分类:
2006-12-13 09:55:28
Posted by the Engineering Performance Group
As virtualization becomes commonplace in the industry there is increasing interest in measuring the performance of virtualized platforms. Plenty of benchmarks exist to measure the performance of physical systems, but they fail to capture essential aspects of virtual infrastructure performance. We need a common workload and methodology for virtualized systems so that benchmark results can be compared across different platforms.

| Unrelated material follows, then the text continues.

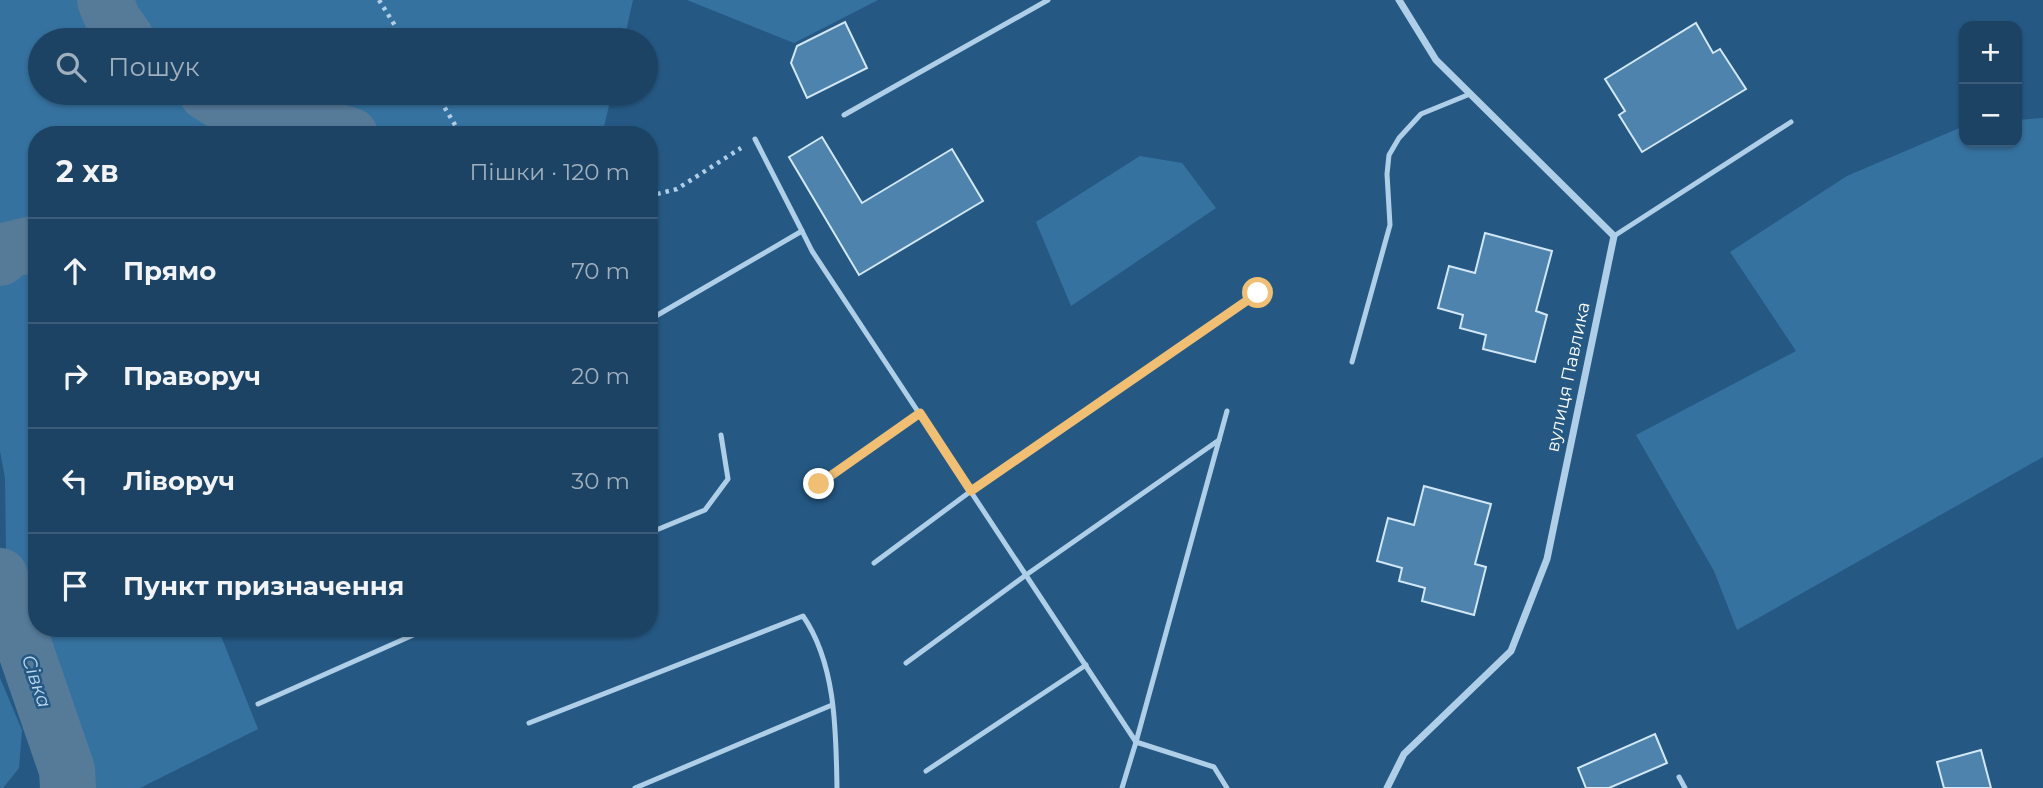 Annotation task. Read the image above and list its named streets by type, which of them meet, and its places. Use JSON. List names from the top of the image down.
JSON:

There are a number of unique challenges in creating sound and meaningful benchmarks for virtualized systems:
Let's take a look at these in turn.
Capture the key performance characteristics of virtual systems. Users compare platforms based on their specific needs -- for example a user running a web server will compare the number of web requests that can be served by each platform, while a DBA will be more interested in the number of database transactions or simultaneous database connections. In the non-virtualized world users typically bind a single application to a single machine, and benchmarks have been developed to provide metrics for important application categories. For my examples of web servers and databases users could look at results for the industry standard SPECweb2005 and TPC-C benchmarks, respectively. Such benchmarks run the application to a point where some resource (usually CPU) is saturated and record the performance metric while respecting quality of service measures such as response time. Users not only compare platforms using the metrics provided by these benchmarks, but over time they build up expertise allowing them to relate their particular environment to published benchmark scores.
However, in a virtual environment, the typical usage of a machine is different from what is common on physical machines. One of the key benefits of virtualization is the ability to run multiple virtual machines on the same physical machine to increase the utilization of server resources. Multiple virtual machines running different operating systems and different applications with diverse resource requirements can all be running on the same machine. Moreover, these applications are typically not bottlenecked on any one resource, and have different (often conflicting) response time requirements. Running single application benchmarks one at a time and then aggregating their metrics might appear to be an easy solution, but that approach doesn’t work. Overall performance can be negatively impacted by competing resource demands among the workloads or positively impacted by optimizations such as transparent page sharing. A good virtualization benchmark must include multiple virtual machines running simultaneously.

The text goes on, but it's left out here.